Maria Shriver has become the face of the Alzheimer’s movement. The author, who served as executive producer of the Oscar-nominated film Still Alice, has partnered with the Alzheimer’s Association for her Wipe Out Alzheimer’s Challenge. On caring for her father, who passed away from the disease in 2011, she said, “You ask for God's grace and for His help. You go through your life trying to do the best you can, doing it elegantly, and with grace and dignity. That's my motto.”
The Parks and Recreation actor’s father is a non-Hodgkin's lymphoma survivor and both his mother and grandmother lost their battles to breast cancer. The star works with the Cancer Hope Network to raise support for caregivers, specifically male caregivers thanks to his experience watching his own grandfather. “My grandmother, Peg Helper, had breast cancer and I watched her fight it for almost 20 years. Through it all, my grandfather was so supportive, which inspired me; every man should approach this disease with the same dignity.”
Holly Robinson Peete is part of the Sandwich Generation of family caregivers. Her father died in 2002 after a long battle with Parkinson’s Disease and her son Ryan has autism. Peete soon launched her own foundation and currently works with Autism Speaks to raise funding and awareness for the disorder. "Knowing my family can help others and maybe ease their caregiving journey is the best gift of all," she says. "At some point, you take your guilt and you move on — and I did that by paying it forward."
The comedian opened up to Glamour magazine about his mother-in-law’s battle with Alzheimer’s and why he and his wife decided to start their own organization – Hilarity for Charity – in order to help other families also dealing with the disease. “The depressing thing about Alzheimer's is you can't do anything a lot of the time. But just sitting there, watching it happen, was emotionally brutal.”
The Happy Days star was a long-distance caregiver for his mother who suffered a stroke in the early 90s. His advice for fellow caregivers? Have tenacity. "Somehow you keep the fire burning to take those tiny steps forward because it is so easy to just give up.”

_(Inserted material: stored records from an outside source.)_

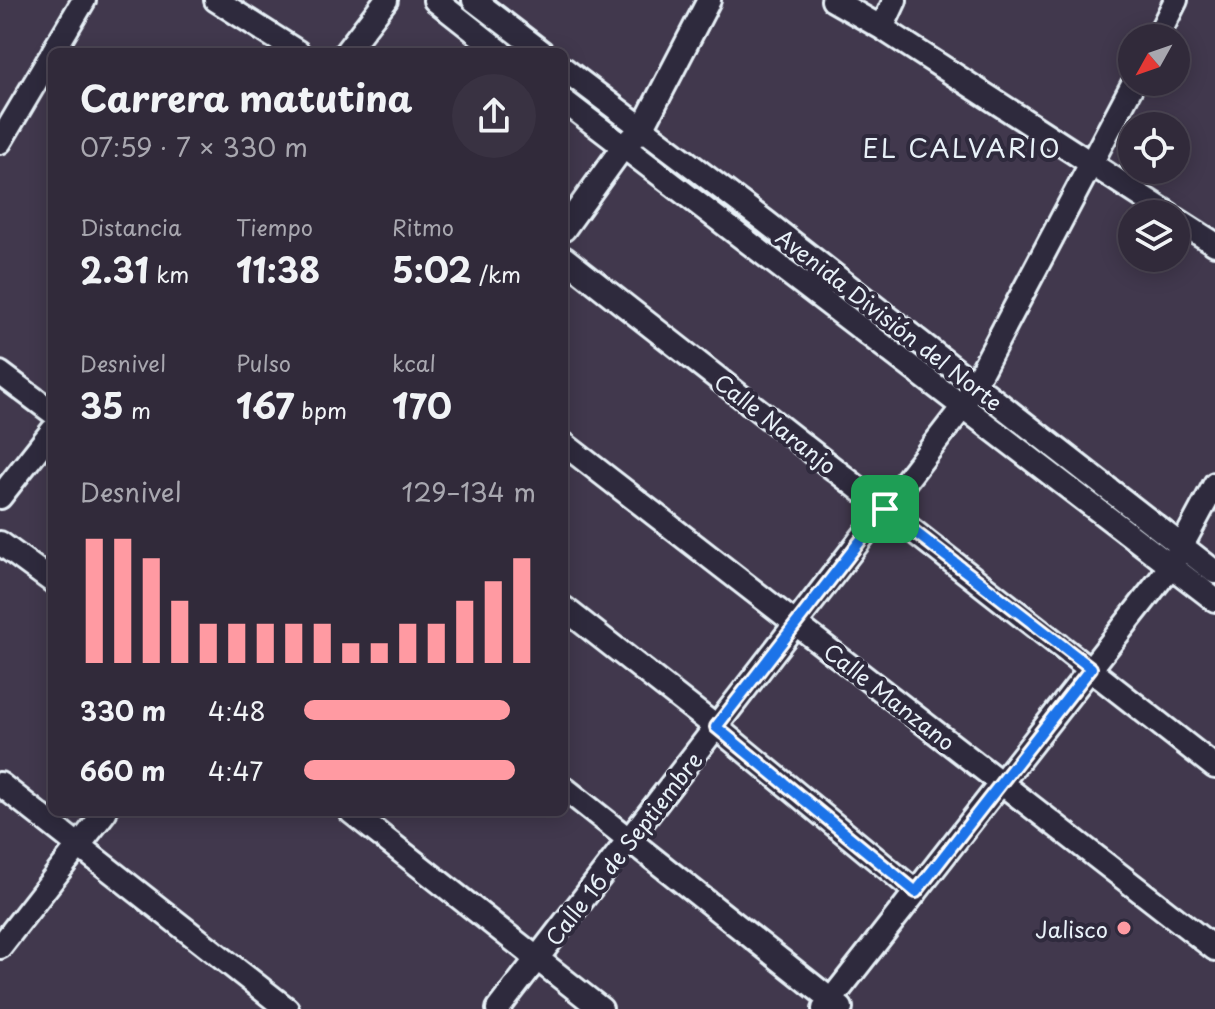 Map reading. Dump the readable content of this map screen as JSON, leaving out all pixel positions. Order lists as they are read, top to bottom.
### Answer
{
  "streets": {
    "street": [
      "Avenida División del Norte",
      "Calle Naranjo",
      "Calle Manzano",
      "Calle 16 de Septiembre"
    ]
  },
  "crossings": [
    ["Avenida División del Norte", "Calle 16 de Septiembre"],
    ["Calle Naranjo", "Calle 16 de Septiembre"],
    ["Calle Manzano", "Calle 16 de Septiembre"]
  ],
  "districts": ["EL CALVARIO"],
  "places": ["Jalisco"],
  "north": "bottom left",
  "page": {
    "heading": ["Carrera matutina", "07:59 · 7 × 330 m"],
    "stats": [
      ["Distancia", "2.31 km"],
      ["Tiempo", "11:38"],
      ["Ritmo", "5:02 /km"],
      ["Desnivel", "35 m"],
      ["Pulso", "167 bpm"],
      ["kcal", "170"]
    ],
    "chart": ["Desnivel", "129–134 m"],
    "list": [
      {
        "name": "330 m",
        "note": "4:48"
      },
      {
        "name": "660 m",
        "note": "4:47"
      }
    ]
  }
} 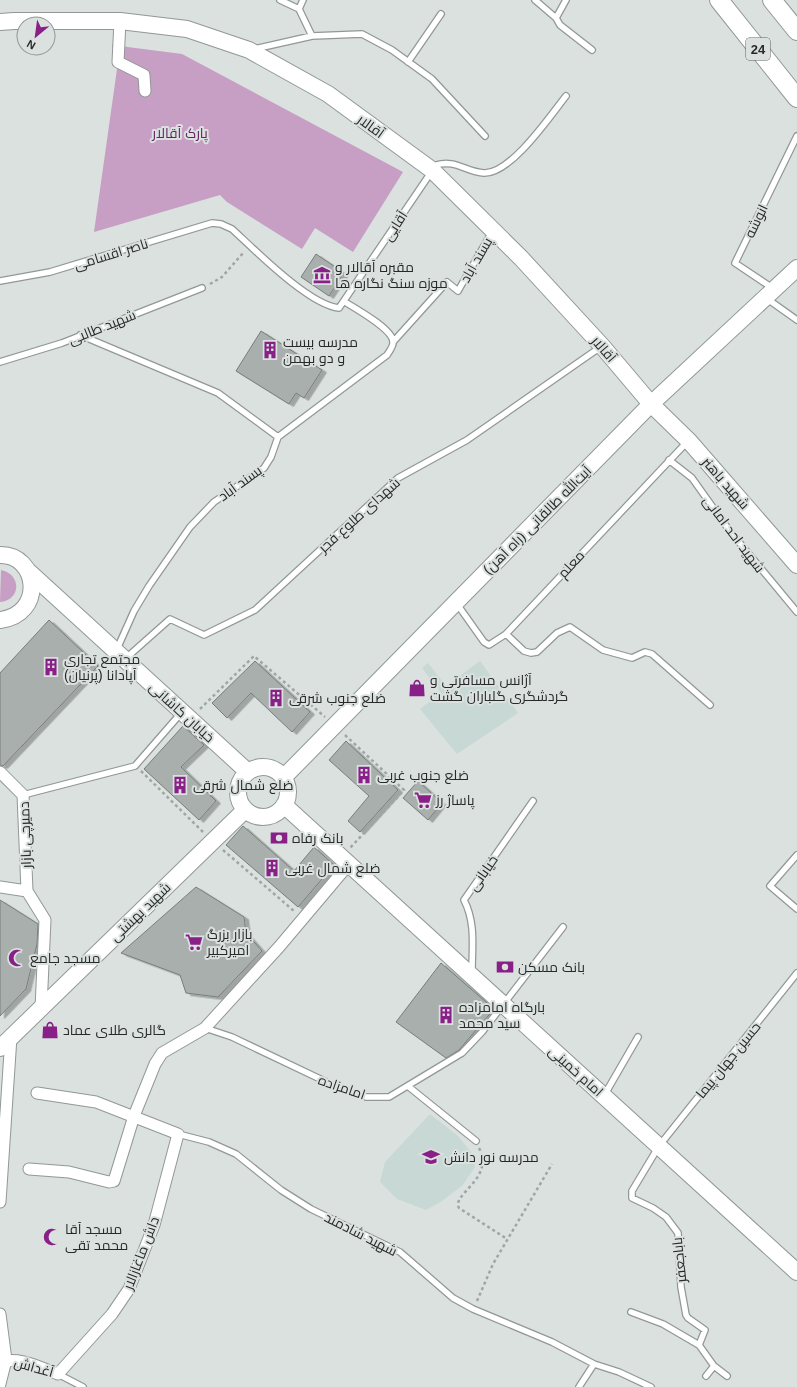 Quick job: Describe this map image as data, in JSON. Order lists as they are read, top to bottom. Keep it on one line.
{"streets":{"main road":["24"],"street":["آقالار","شهید باهنر","(راه آهن) آیت‌الله طالقانی","خیابان کاشانی","دمیرچی بازار","شهید بهشتی","امام خمینی","شهید شادمند","داش ماغازالار","آغداش"],"lane":["انوشه","آقایی","ناصر اقسامی","پسند آباد","شهید طالبی","شهدای طلوع فجر","شهید احد امانی","معلم","خیابانی","حسین جهان پیما","امامزاده","باباجعفر"]},"crossings":[["آقالار","آقایی"],["آقالار","پسند آباد"],["آقالار","شهید باهنر"],["آقالار","شهدای طلوع فجر"],["آقالار","(راه آهن) آیت‌الله طالقانی"],["انوشه","(راه آهن) آیت‌الله طالقانی"],["پسند آباد","شهدای طلوع فجر"],["پسند آباد","خیابان کاشانی"],["شهید باهنر","(راه آهن) آیت‌الله طالقانی"],["شهید باهنر","معلم"],["شهدای طلوع فجر","خیابان کاشانی"],["(راه آهن) آیت‌الله طالقانی","معلم"],["(راه آهن) آیت‌الله طالقانی","خیابان کاشانی"],["(راه آهن) آیت‌الله طالقانی","شهید بهشتی"],["(راه آهن) آیت‌الله طالقانی","امام خمینی"],["شهید احد امانی","معلم"],["خیابان کاشانی","شهید بهشتی"],["خیابان کاشانی","امام خمینی"],["دمیرچی بازار","شهید بهشتی"],["خیابانی","امام خمینی"],["شهید بهشتی","امام خمینی"],["حسین جهان پیما","امام خمینی"],["حسین جهان پیما","باباجعفر"],["امام خمینی","امامزاده"],["امام خمینی","باباجعفر"],["شهید شادمند","داش ماغازالار"],["داش ماغازالار","آغداش"]],"parks":["پارک آقالار"],"places":{"museum":["مقبره آقالار و موزه سنگ نگاره ها"],"building":["مدرسه بیست و دو بهمن","مجتمع تجاری آپادانا (پرنیان)","ضلع جنوب شرقی","ضلع جنوب غربی","ضلع شمال شرقی","ضلع شمال غربی","بارگاه امامزاده سید محمد"],"shop":["آژانس مسافرتی و گردشگری گلباران گشت","گالری طلای عماد"],"supermarket":["پاساژ رز","بازار بزرگ امیرکبیر"],"bank":["بانک رفاه","بانک مسکن"],"mosque":["مسجد جامع","مسجد آقا محمد تقی"],"school or university":["مدرسه نور دانش"]},"north":"bottom left"} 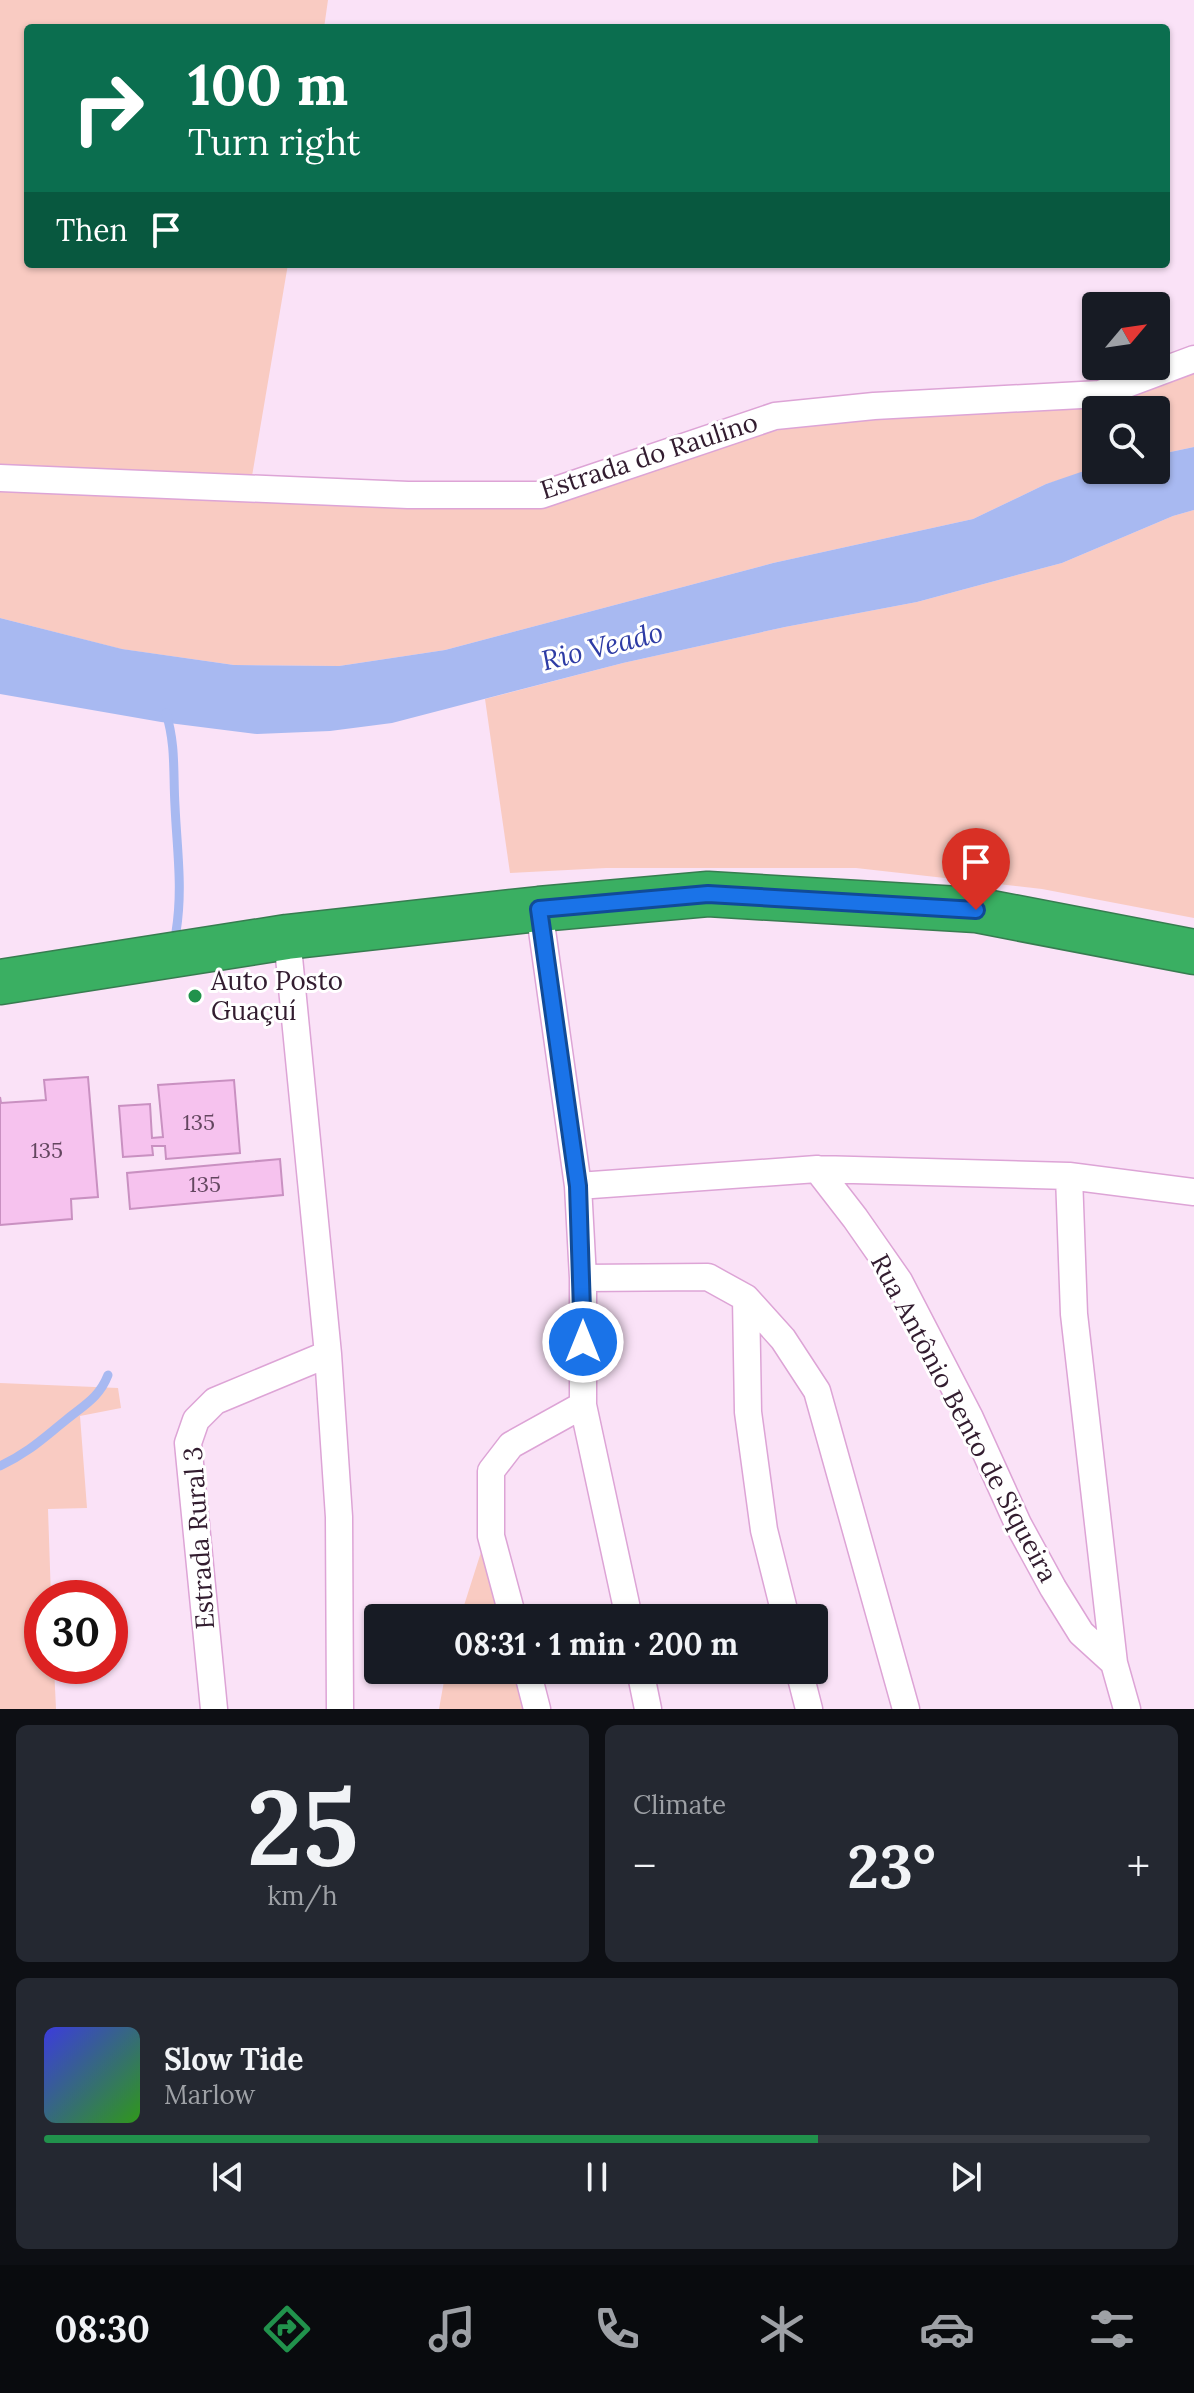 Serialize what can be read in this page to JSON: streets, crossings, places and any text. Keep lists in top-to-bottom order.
{
  "streets": {
    "street": ["Estrada do Raulino", "Rua Antônio Bento de Siqueira", "Estrada Rural 3"]
  },
  "water": ["Rio Veado"],
  "places": ["Auto Posto Guaçuí"],
  "house_numbers": ["135", "135", "135"],
  "north": "top right",
  "page": {
    "turn": ["100 m", "Turn right"],
    "then": "Then",
    "limit": "30",
    "trip": "08:31 · 1 min · 200 m",
    "tile": [
      ["25", "km/h"],
      "Climate"
    ],
    "heat": ["−", "23°", "+"],
    "song": ["Slow Tide", "Marlow"],
    "tabs": "08:30"
  }
}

The Fast and the Furious star’s mom was diagnosed with stage 3 lung cancer in 2009. On her battle with the disease Johnson said he learned we must “always take a moment to count our blessings [because] there's always something to be grateful for.”
Meredith Vieira’s husband was diagnosed with Multiple Sclerosis before the two even met. After years of marriage, children and two separate cancer diagnoses, Vieira left her job to spend more time with her family. Of caring for her husband, she says the most important thing is to find the comedy amidst tragedy. “Humor's essential. We always found something to laugh about. And we still do. It's what gets you through."